### GIVEN DATA
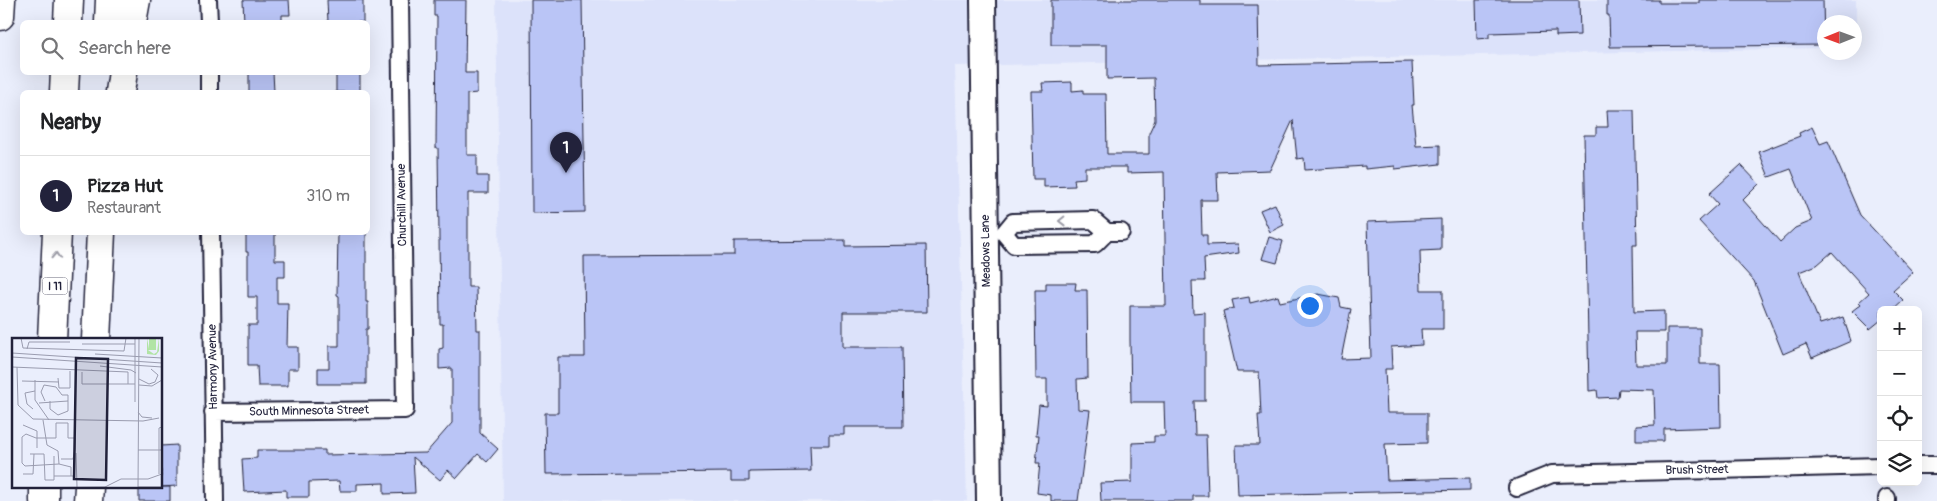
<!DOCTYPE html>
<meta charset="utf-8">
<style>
body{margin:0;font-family:Pangolin,sans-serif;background:#f6f6f6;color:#202124}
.controls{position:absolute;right:15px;bottom:15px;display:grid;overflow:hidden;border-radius:8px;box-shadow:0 5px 20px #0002}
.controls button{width:45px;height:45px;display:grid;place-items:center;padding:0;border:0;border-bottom:1px solid #e0e0e0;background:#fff;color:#202124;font:25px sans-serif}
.compass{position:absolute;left:1817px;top:15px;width:45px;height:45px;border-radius:50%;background:#fff;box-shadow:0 5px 20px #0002;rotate:269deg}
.you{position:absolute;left:1309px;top:305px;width:18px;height:18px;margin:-12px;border:4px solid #fff;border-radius:50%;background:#1a73e8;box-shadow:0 0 0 8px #1a73e833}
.badge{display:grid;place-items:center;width:32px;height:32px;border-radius:50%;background:#22223b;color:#fff;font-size:16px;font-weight:700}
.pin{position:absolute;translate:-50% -41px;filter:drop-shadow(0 1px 2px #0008)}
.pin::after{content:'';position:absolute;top:26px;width:18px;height:15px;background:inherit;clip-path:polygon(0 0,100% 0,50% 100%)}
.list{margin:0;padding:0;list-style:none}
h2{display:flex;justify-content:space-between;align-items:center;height:65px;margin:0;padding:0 20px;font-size:21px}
h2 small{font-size:16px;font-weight:400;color:#757577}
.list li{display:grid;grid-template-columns:32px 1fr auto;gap:15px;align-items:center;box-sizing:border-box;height:80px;padding:0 20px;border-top:1px solid #e0e0e0}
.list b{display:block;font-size:19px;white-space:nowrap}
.list p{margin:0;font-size:16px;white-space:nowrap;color:#757577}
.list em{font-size:16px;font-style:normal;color:#757577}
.icon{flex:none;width:28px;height:28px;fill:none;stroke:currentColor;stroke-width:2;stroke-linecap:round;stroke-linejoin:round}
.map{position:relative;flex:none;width:1937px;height:501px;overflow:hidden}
.search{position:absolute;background:#fff;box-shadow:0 5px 20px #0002;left:20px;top:20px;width:350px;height:55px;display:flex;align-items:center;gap:12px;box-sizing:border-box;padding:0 18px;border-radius:8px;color:#757577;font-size:19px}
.panel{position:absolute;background:#fff;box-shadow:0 5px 20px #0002;left:20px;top:90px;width:350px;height:145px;border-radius:8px}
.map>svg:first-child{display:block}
</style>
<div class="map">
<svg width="1937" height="501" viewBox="0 0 1937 501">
<rect width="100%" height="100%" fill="#eaeefc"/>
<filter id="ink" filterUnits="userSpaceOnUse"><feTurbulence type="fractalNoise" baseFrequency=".02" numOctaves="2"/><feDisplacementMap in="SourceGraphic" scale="10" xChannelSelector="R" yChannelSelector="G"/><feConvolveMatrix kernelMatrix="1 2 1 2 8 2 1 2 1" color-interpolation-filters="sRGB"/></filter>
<g filter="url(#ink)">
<path fill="#dce2fa" d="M 496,0 L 1856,0 L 1856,47 L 1855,47 L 1854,22 L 1824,22 L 1824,48 L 955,66 L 967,501 L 503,501 Z"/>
<path fill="#bac5f6" stroke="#22223b" d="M 243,0 L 289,0 L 290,15 L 282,15 L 282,22 L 244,22 Z
M 327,0 L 363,0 L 363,22 L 328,22 Z
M 434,0 L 466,0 L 465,73 L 477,73 L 477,93 L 467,94 L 467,155 L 477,155 L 477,176 L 488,176 L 488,193 L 468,193 L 468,287 L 476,287 L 477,330 L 480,330 L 480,433 L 498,449 L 487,462 L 478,454 L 457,478 L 448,470 L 440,480 L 413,457 L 415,493 L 384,494 L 384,483 L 357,484 L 357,491 L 340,491 L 339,481 L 309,482 L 309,497 L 286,497 L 286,490 L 244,492 L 242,459 L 257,458 L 257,450 L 325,450 L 325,455 L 426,453 L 452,423 L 452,368 L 439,369 L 439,349 L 443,348 L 443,324 L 440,324 L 438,148 L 436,148 L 437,16 L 434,16 Z
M 531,0 L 582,0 L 585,212 L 532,213 Z
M 1051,0 L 1200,0 L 1200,5 L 1258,5 L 1259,65 L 1412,62 L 1414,105 L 1412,105 L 1416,146 L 1440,145 L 1440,164 L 1395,169 L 1395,166 L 1365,169 L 1365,166 L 1305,170 L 1304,158 L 1297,159 L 1293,120 L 1270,170 L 1217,172 L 1218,200 L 1201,200 L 1202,235 L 1207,235 L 1207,245 L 1238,244 L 1239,253 L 1204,258 L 1205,281 L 1192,281 L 1193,313 L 1205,312 L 1205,401 L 1194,401 L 1195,435 L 1206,435 L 1208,496 L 1193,496 L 1193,501 L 1101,501 L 1100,483 L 1132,482 L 1132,443 L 1154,442 L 1154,436 L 1165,436 L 1164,402 L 1131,402 L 1130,340 L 1130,306 L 1166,306 L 1164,172 L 1127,173 L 1127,167 L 1085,167 L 1085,178 L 1074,179 L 1075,186 L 1044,187 L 1044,179 L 1033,179 L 1031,91 L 1043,91 L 1042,83 L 1072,82 L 1072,91 L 1083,90 L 1083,94 L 1106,94 L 1107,154 L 1149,154 L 1149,133 L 1155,120 L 1154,78 L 1107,79 L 1107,45 L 1051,45 Z
M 1476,0 L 1579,0 L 1580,35 L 1556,36 L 1556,31 L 1489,33 L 1489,38 L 1477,39 Z
M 1607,0 L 1659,0 L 1659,3 L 1699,3 L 1699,0 L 1823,0 L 1824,45 L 1610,47 L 1609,15 L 1607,15 Z
M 249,72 L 273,72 L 274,92 L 249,92 Z
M 336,72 L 360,72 L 360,92 L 336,92 Z
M 1607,110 L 1634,110 L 1637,245 L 1633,245 L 1634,312 L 1664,311 L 1664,332 L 1635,332 L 1636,365 L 1667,365 L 1667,328 L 1700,328 L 1700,364 L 1720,364 L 1721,427 L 1664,429 L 1664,441 L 1636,441 L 1636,426 L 1655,425 L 1654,390 L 1619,389 L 1618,397 L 1598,398 L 1597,390 L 1589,391 L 1584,135 L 1596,135 L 1596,127 L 1608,127 Z
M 1812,127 L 1820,144 L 1828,141 L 1860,215 L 1913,272 L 1893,290 L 1903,300 L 1892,310 L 1881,310 L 1881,320 L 1870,329 L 1852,311 L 1861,304 L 1859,302 L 1869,293 L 1832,252 L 1817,265 L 1799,272 L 1820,324 L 1843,317 L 1851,341 L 1812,358 L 1806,344 L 1783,354 L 1754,281 L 1699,221 L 1718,204 L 1709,194 L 1741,165 L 1759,184 L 1743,200 L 1780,242 L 1795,228 L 1812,221 L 1791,169 L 1769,177 L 1759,152 L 1800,136 L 1799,133 Z
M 1275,204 L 1284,225 L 1270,232 L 1260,210 Z
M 1441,219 L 1441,250 L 1420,251 L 1421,290 L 1443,290 L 1443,329 L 1421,329 L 1422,345 L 1391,347 L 1392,369 L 1385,369 L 1387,413 L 1427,413 L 1427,443 L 1385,444 L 1387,480 L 1470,478 L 1470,490 L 1238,495 L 1236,445 L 1260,445 L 1258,415 L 1261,415 L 1259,372 L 1237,372 L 1223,311 L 1234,308 L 1232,300 L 1249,297 L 1250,303 L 1278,296 L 1280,302 L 1318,294 L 1339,298 L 1341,307 L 1351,309 L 1341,359 L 1371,358 L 1367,222 Z
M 251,232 L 275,232 L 275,260 L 285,260 L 285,277 L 277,277 L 277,303 L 288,303 L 287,347 L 298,347 L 298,369 L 288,369 L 288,386 L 258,386 L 257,365 L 248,365 L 248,325 L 257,325 L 257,297 L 248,297 L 248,252 L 246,252 L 246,233 Z
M 338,232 L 366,232 L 366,302 L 368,302 L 368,329 L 366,329 L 366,384 L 318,384 L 318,368 L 329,368 L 329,346 L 339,346 L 339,296 L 337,295 Z
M 1269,237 L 1283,241 L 1277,263 L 1262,259 Z
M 845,240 L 845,246 L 926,245 L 927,312 L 843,312 L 843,347 L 902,347 L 903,427 L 844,427 L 844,435 L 829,435 L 829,445 L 810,445 L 811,471 L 749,472 L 749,481 L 731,481 L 731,472 L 546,474 L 545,413 L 558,413 L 558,357 L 585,357 L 584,256 L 734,255 L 734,241 Z
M 1046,283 L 1076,283 L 1075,290 L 1087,290 L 1088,378 L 1077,379 L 1078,409 L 1090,410 L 1078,501 L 1051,501 L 1051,495 L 1037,493 L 1040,463 L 1036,463 L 1039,435 L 1036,435 L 1039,405 L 1047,406 L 1047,379 L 1036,379 L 1035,290 L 1046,290 Z
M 177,445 L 177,486 L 161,487 L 161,446 Z
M 139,487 L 170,487 L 170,501 L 139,501 Z"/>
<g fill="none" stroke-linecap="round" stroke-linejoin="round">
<g stroke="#22223b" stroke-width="20">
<path id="street" d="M 208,0 L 209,22
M 209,72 L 209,92
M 211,232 L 215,501
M 1004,233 L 1013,222 L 1093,220 L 1107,232 L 1121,232
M 1004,233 L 1014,245 L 1095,244 L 1107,232
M 213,412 L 405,410 L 400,0
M 1918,465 L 1937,465
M 1517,488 L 1552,474 L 1881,466
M 1887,498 L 1887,501"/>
</g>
<g stroke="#22223b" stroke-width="28">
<path id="secondary" d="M 983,0 L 989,501"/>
</g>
<g stroke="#22223b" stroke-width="31">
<path id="highway" d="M 0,16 L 1,0
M 68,22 L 69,0
M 109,22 L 110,0
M 132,22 L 136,0
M 64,92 L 65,72
M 120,92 L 123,72
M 52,340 L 57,232
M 96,340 L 101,232
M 44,501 L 44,487
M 88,501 L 89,487"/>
</g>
<use href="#street" stroke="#fff" stroke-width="16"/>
<use href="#secondary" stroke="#fff" stroke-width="24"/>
<use href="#highway" stroke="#fff" stroke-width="28"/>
</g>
<defs><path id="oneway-chevron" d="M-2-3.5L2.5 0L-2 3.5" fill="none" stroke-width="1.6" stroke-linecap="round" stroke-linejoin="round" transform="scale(1.25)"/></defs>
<g stroke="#9c9ca7">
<use href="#oneway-chevron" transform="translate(1062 221) rotate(179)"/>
<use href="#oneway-chevron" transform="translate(56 256) rotate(-87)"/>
</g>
</g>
<g text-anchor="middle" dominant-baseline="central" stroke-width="4" stroke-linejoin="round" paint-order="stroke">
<rect fill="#fff" stroke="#646476" stroke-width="1" x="42.5" y="277.5" width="25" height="17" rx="4"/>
<g font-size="11" font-weight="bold" fill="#22223b">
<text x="55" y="286">I 11</text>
</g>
<g font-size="12" fill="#22223b" stroke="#fff">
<text transform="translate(402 205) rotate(-91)">Churchill Avenue</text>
<text transform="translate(986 251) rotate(-91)">Meadows Lane</text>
<text transform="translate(213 367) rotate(-91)">Harmony Avenue</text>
<text transform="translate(309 411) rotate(-1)">South Minnesota Street</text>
<text transform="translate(1697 470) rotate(-1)">Brush Street</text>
</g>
</g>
<g transform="translate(12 338)">
<rect width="150" height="150" fill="#eaeefc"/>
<path d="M 135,0 L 137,11 L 137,0 L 144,0 L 144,12 L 136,12 L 142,16 L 145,14 L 147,0 L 147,13 L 144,17 L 135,16 Z" fill="#b1e4a5"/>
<path fill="none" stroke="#9a9caf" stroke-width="1" d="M 9,0 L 11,10 L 112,13 L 114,0M 70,6 L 123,6M 15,11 L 17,4 L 58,4M 0,15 L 150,25M 83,16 L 150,20M 0,19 L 150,29M 88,28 L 119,32 L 124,35M 0,29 L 116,34 L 116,46M 5,29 L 6,67 L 21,81 L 131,83 L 147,80M 70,34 L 70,46 L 123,46M 46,40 L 47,50 L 58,50 L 58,33M 127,41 L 137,46 L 143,44 L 146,37 L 139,31M 23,42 L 23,62 L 37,82M 10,43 L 47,44M 127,47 L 140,48 L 150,42M 33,63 L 29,54 L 32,47 L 44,49 L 50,57 L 56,57 L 56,73 L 46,77 L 38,71 L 38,63M 123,64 L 123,0M 27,65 L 56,63M 21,71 L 15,66 L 13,55 L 23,53M 126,74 L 130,79 L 140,80M 31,82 L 35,107 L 46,113 L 47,126M 11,87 L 25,93 L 25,110M 126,112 L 150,112M 64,115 L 65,149M 18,116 L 32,116 L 33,142 L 42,142 L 42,118M 47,126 L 13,128 L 10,125 L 10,99 L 14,96 L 24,100 L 44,100 L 44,85 L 56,85 L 56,100 L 63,100 L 63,111 L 61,121 L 49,121M 47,126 L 59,129 L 59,138M 11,136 L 21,136 L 22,116M 147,136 L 147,90 L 150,89M 42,138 L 63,138M 126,149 L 150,149M 0,150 L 93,149 L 109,141 L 136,141 L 150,136M 126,150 L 127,0"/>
<path fill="#22223b" fill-opacity="0.15" stroke="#22223b" stroke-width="2.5" d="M 64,20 L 96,21 L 94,142 L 62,141 Z"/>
<rect width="150" height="150" fill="none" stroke="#22223b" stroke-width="2.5"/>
</g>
</svg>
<div class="controls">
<button>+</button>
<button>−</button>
<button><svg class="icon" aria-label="locate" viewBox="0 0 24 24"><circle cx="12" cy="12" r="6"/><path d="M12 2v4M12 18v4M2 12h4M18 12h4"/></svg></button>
<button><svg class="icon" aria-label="layers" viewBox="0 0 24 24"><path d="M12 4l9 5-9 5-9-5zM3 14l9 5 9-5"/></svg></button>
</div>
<svg class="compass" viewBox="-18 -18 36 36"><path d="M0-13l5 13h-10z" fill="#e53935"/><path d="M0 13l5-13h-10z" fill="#757577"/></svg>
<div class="you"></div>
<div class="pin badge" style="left:566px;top:173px">1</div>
<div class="search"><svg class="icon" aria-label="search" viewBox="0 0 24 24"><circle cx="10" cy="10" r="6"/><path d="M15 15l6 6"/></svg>Search here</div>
<section class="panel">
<h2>Nearby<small></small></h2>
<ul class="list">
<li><span class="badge">1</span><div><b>Pizza Hut</b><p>Restaurant</p></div><em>310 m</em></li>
</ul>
</section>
</div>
######
AIM OF THE EXERCISE =
A single number is the whole answer: the tally of lines in the entries that hold "nowrap".

SOLUTION FOR THIS TASK =
2